JM.sas -- Fit a joint model with a random intercept.
SJM.sas -- Fit a simplified joint model without random effects.
TrueJM.sas -- Fit a joint model with a random intercept and a random slope.
Note: A 4-component piecewise linear trajectory and a 5-component piecewise constant baseline hazard function is used for both data generation and model fitting.
--------------------------------------------- Folder DropoutProb-AppendixB ----------------------------------------
Description: This folder contains data generation and model fitting programs for results in Appendix B of the Supplementary Materials.
dataset.R -- Simulate data where patient-level heterogeneity is based on a random intercept. The dropout probability "censorp" varies in {0.05,0.10,0.20}.
JM.sas -- Fit a joint model with a random intercept.
SJM.sas -- Fit a simplified joint model without random effects.
Note: A 4-component piecewise linear trajectory and a 5-component piecewise constant baseline hazard function is used for both data generation and model fitting.
------------------------------------------- Folder SurvivalCurves-AppendixD ---------------------------------------
Description: This folder contains programs to plot Figure2 in Appendix D of the Supplementary Materials.
survival_curves.R -- Compute the estimated survival curves based on parameter estimates from proposed joint model.
Surv_plot.sas -- Plot survival curves for treated and control groups using the estimated survival probabilities from "survival_curves.R".
------------------------------------------- Folder Heterogeneity-AppendixE ----------------------------------------
Description: This folder contains data generation and model fitting programs for results in Appendix E of the Supplementary Materials.
dataset.R -- Simulate data where patient-level heterogeneity is based on a random intercept. The standard deviation of random intercept varies in {0.000,0.356,0.712}.
JM.sas -- Fit a joint model with a random intercept.
SJM.sas -- Fit a simplified joint model without random effects.
estimates.sas -- Compute the average parameter estimates based on the joint models.
Note: A linear time trajectory and constant baseline hazard function is used for both data generation and model fitting.
--------------------------------------------- Folder Overfitting-AppendixF ----------------------------------------
Description: This folder contains data generation and model fitting programs for results in Appendix F of the Supplementary Materials.
dataset.R -- Simulate data where patient-level heterogeneity is based on a random intercept. A linear time trajectory and constant baseline hazard function is assumed.
JM-none.sas -- Fit a joint model with a random intercept. A linear trajectory and a constant baseline hazard function is used.
JM-BL.sas -- Fit a joint model with a random intercept. A linear trajectory and a piecewise constant baseline hazard function is used.

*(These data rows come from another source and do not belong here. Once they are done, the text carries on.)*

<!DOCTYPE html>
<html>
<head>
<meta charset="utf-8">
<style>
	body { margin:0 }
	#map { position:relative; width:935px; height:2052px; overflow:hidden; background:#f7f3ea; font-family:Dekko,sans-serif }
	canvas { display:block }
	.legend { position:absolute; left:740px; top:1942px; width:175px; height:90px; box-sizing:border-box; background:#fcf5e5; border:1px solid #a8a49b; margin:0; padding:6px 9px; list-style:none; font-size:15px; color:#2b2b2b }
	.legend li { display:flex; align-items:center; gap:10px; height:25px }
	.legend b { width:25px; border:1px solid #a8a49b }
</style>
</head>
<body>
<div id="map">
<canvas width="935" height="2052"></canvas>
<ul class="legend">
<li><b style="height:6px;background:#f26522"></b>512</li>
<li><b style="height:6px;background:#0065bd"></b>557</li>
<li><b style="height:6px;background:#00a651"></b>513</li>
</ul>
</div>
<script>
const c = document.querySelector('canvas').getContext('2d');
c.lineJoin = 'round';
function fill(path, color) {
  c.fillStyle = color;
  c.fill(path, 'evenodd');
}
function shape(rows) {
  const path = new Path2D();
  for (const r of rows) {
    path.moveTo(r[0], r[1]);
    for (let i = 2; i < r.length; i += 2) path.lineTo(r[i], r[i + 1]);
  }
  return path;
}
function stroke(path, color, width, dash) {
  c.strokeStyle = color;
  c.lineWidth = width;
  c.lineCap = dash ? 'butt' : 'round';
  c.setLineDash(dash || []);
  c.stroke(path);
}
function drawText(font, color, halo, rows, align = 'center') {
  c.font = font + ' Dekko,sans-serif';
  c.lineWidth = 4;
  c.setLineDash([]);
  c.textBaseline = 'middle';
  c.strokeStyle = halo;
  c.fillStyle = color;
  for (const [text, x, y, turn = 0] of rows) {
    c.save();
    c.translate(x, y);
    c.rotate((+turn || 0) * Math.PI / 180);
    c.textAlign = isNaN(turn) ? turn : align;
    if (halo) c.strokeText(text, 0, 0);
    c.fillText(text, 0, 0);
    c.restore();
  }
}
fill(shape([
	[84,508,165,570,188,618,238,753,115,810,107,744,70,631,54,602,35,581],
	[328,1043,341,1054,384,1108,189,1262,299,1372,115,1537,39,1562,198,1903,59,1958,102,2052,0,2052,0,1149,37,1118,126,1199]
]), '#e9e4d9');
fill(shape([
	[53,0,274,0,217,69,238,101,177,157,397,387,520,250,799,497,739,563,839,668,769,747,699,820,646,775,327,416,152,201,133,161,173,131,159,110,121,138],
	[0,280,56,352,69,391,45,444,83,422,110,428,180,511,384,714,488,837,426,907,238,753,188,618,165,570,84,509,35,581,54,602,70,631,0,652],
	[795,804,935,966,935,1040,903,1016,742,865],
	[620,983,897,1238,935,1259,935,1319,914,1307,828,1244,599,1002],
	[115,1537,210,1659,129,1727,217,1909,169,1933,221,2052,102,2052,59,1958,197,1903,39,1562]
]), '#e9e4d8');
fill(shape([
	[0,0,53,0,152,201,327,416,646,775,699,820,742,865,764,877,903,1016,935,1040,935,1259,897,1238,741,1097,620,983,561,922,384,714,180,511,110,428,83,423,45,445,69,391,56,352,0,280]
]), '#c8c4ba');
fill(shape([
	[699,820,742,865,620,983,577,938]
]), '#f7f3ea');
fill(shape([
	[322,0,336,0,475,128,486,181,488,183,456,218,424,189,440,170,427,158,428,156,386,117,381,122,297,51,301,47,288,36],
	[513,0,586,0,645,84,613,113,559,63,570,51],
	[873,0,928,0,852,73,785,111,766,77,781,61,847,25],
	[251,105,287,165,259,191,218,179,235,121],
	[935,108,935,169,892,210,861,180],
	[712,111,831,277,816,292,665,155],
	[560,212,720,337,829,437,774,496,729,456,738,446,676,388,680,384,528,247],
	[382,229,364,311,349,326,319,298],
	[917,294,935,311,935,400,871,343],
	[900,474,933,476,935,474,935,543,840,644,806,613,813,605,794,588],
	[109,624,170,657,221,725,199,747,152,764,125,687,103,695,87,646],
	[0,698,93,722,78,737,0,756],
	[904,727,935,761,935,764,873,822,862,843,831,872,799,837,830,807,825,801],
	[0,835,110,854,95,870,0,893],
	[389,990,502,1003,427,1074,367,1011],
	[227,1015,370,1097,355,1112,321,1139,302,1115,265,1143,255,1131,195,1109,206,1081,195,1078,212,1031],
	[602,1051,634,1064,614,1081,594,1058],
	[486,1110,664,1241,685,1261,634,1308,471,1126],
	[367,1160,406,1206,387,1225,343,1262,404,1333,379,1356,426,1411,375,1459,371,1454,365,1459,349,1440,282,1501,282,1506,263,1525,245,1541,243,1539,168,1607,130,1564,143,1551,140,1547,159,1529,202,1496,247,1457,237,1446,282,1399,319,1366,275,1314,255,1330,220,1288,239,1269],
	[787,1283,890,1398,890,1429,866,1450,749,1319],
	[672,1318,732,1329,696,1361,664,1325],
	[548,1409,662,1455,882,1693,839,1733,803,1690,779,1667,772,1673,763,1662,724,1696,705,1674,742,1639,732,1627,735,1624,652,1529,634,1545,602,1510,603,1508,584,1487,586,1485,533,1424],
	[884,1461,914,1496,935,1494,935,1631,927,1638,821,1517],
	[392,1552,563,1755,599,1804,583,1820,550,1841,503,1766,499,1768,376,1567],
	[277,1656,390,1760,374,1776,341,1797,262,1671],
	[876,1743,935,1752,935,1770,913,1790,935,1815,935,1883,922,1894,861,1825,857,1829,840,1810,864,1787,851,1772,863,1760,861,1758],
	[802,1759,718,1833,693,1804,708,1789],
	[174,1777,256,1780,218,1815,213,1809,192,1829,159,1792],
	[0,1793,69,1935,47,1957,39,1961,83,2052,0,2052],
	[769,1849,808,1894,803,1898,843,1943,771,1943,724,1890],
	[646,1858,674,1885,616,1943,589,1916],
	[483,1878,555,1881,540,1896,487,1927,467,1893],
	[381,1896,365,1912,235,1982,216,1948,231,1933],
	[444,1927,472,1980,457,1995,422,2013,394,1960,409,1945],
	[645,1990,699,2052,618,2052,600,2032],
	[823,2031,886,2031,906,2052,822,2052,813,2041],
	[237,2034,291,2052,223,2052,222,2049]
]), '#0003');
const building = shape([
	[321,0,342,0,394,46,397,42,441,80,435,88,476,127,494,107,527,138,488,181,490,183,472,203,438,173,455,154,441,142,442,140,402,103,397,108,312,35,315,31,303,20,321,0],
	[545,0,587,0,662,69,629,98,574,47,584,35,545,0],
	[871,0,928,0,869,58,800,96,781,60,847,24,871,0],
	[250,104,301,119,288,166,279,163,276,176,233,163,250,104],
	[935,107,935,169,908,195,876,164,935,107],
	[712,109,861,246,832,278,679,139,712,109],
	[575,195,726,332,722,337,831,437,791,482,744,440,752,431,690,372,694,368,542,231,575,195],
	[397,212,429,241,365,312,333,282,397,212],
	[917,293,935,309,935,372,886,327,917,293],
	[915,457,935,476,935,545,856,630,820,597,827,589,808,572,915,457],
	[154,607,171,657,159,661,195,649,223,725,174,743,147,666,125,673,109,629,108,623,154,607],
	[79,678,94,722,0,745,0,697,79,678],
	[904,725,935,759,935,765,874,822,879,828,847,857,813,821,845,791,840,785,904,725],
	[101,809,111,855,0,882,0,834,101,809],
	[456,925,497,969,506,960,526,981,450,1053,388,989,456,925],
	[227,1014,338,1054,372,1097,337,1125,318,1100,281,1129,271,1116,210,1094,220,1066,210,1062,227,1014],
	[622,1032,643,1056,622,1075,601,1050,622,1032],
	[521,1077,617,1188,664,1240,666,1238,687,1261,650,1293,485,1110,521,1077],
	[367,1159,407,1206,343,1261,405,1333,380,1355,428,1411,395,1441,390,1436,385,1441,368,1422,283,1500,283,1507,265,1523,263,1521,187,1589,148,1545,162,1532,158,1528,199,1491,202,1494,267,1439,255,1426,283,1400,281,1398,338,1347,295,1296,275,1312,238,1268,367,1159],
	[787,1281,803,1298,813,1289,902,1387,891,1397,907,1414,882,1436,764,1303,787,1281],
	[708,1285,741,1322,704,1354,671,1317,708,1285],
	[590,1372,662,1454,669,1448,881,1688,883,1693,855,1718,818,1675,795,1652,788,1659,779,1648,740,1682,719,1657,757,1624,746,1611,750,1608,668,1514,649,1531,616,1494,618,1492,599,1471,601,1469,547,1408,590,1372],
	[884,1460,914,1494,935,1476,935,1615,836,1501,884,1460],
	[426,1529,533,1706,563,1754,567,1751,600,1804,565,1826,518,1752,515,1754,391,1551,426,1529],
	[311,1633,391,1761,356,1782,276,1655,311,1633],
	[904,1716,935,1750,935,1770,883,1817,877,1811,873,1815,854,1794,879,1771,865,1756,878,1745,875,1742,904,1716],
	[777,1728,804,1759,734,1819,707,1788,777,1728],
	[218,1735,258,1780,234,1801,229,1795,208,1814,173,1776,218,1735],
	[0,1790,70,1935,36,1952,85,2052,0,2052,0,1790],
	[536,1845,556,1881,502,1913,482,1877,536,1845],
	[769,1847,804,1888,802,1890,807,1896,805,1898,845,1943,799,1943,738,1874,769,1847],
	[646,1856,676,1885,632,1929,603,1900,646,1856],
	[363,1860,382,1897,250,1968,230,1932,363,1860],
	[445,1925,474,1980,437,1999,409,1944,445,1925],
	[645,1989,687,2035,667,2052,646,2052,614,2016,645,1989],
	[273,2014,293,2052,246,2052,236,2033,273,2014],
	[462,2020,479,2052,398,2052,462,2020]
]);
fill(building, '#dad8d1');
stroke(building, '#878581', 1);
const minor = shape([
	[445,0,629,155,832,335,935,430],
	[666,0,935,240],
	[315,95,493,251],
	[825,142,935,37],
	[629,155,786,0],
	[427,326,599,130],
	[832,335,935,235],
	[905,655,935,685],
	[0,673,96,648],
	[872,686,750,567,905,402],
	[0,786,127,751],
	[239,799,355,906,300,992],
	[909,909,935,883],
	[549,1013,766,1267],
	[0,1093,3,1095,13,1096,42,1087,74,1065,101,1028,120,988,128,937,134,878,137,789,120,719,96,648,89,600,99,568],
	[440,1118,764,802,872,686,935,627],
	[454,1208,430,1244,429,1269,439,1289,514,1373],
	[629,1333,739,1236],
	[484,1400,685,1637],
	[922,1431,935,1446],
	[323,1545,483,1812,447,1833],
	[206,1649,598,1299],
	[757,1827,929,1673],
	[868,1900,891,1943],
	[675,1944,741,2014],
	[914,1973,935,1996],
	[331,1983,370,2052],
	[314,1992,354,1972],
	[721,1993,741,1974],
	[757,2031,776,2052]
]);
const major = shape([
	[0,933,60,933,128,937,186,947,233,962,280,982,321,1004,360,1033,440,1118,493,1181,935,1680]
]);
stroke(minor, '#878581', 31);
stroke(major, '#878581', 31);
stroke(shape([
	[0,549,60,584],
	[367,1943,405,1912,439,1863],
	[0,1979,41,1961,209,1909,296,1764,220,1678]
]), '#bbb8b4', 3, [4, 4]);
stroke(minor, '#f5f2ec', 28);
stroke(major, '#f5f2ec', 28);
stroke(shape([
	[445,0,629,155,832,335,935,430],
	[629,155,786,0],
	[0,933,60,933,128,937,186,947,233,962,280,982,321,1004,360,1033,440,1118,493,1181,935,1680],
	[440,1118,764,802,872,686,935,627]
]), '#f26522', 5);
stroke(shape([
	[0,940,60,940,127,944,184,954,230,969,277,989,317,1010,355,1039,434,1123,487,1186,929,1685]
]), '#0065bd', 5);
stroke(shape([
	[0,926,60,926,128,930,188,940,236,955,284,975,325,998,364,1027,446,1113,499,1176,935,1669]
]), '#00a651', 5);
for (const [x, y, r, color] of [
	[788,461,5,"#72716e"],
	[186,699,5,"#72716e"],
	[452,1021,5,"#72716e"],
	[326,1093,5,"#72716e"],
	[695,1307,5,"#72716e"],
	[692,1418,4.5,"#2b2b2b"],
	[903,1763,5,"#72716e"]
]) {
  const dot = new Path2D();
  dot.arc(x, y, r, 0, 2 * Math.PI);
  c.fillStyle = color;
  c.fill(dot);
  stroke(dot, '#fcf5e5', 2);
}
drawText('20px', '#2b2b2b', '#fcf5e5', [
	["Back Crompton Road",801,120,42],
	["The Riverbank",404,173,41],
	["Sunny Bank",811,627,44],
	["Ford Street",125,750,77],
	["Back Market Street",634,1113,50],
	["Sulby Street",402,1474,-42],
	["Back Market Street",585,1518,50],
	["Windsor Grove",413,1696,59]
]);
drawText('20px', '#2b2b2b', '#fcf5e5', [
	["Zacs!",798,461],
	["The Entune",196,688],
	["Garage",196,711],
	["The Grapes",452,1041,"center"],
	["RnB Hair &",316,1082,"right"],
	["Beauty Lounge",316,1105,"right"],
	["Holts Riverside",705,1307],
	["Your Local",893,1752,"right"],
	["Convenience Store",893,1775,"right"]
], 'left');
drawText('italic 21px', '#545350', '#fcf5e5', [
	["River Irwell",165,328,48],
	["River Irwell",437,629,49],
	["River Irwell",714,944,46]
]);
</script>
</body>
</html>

JM-trajectory.sas -- Fit a joint model with a random intercept. A piecewise linear trajectory and a constant baseline hazard function is used.
JM-both.sas -- Fit a joint model with a random intercept. A piecewise linear trajectory and a piecewise constant baseline hazard function is used.
SJM-none.sas -- Fit a simplified joint model without random effects. A linear trajectory and a constant baseline hazard function is used.
SJM-BL.sas -- Fit a simplified joint model without random effects. A linear trajectory and a piecewise constant baseline hazard function is used.
SJM-trajectory.sas -- Fit a simplified joint model without random effects. A piecewise linear trajectory and a constant baseline hazard function is used.
SJM-both.sas -- Fit a simplified joint model without random effects. A piecewise linear trajectory and a piecewise constant baseline hazard function is used.